Patricky Freire (born January 21, 1986), known professionally by his ring name Patricky Pitbull, is a Brazilian mixed martial artist currently competing in Bellator's Lightweight division, where he is a former Bellator Lightweight World Champion. As of November 22, 2022, he is #1 in the Bellator Lightweight Rankings.

Mixed martial arts career

Bellator MMA
After competing in many Brazilian promotions, Freire compiled a 7–1 record before entering the Bellator Season Four Lightweight Tournament. He faced former WEC Lightweight Champion, Rob McCullough at Bellator 36 on March 12, 2011, in the opening round of the tournament. He won via TKO in the third round.

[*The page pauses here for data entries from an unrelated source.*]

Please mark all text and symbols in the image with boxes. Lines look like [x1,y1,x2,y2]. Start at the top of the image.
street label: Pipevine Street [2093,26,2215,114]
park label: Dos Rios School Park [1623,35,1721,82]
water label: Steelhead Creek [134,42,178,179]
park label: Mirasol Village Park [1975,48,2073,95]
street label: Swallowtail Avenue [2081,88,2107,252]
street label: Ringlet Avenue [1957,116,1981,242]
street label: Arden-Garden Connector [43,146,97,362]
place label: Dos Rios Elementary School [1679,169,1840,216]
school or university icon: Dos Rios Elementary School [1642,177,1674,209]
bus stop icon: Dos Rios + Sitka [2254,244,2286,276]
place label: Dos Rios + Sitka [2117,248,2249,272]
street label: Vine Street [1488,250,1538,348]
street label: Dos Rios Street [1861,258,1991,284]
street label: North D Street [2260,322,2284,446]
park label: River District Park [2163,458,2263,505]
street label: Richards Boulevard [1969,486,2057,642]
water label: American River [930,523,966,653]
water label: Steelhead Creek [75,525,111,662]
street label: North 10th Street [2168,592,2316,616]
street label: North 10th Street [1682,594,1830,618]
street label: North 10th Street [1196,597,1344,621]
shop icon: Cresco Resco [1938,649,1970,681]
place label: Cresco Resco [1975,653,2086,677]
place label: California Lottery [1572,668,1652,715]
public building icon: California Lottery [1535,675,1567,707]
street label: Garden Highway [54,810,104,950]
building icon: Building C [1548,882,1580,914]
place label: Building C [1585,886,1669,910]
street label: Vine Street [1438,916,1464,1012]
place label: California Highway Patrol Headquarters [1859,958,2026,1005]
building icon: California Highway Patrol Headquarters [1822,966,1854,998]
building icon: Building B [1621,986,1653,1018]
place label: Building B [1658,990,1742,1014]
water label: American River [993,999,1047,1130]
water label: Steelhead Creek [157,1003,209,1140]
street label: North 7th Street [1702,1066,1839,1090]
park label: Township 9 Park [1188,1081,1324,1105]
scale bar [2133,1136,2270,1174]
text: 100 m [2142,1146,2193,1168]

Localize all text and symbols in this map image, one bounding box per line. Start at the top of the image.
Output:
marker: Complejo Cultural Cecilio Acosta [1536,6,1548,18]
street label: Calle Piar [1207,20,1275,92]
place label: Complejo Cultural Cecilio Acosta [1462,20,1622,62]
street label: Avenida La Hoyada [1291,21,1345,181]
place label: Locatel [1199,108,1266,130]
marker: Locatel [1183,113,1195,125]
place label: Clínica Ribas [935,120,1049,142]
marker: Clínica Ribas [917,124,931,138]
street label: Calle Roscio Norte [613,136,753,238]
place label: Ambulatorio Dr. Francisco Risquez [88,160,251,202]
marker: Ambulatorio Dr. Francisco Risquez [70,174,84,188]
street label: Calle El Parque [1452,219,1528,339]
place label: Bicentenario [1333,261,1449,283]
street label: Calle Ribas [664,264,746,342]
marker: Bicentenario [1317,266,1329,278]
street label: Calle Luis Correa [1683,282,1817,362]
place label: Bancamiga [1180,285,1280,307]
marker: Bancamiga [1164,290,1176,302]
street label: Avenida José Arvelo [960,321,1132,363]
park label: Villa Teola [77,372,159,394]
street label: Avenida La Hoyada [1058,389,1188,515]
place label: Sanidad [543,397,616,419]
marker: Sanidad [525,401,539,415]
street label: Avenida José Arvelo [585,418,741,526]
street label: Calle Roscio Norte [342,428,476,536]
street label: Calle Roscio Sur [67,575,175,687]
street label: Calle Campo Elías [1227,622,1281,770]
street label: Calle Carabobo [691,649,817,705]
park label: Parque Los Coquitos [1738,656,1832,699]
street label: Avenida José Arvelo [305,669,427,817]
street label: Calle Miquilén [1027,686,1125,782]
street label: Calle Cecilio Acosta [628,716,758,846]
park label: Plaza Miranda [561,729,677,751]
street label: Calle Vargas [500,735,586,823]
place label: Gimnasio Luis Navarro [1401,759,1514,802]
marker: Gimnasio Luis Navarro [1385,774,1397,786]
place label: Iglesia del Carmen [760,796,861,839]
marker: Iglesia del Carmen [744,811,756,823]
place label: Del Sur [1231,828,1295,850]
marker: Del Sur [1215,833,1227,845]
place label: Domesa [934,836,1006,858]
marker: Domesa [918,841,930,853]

Freire went on to face two-time finalist Toby Imada in the semifinal at Bellator 39. Freire defeated Imada via knockout in the first round after landing a brutal flying knee and following up with a flurry of punches which caused Imada to fall to the mat unconscious. The win saw him progress to the final of the tournament where he faced fellow finalist Michael Chandler at Bellator 44. Freire lost via unanimous decision.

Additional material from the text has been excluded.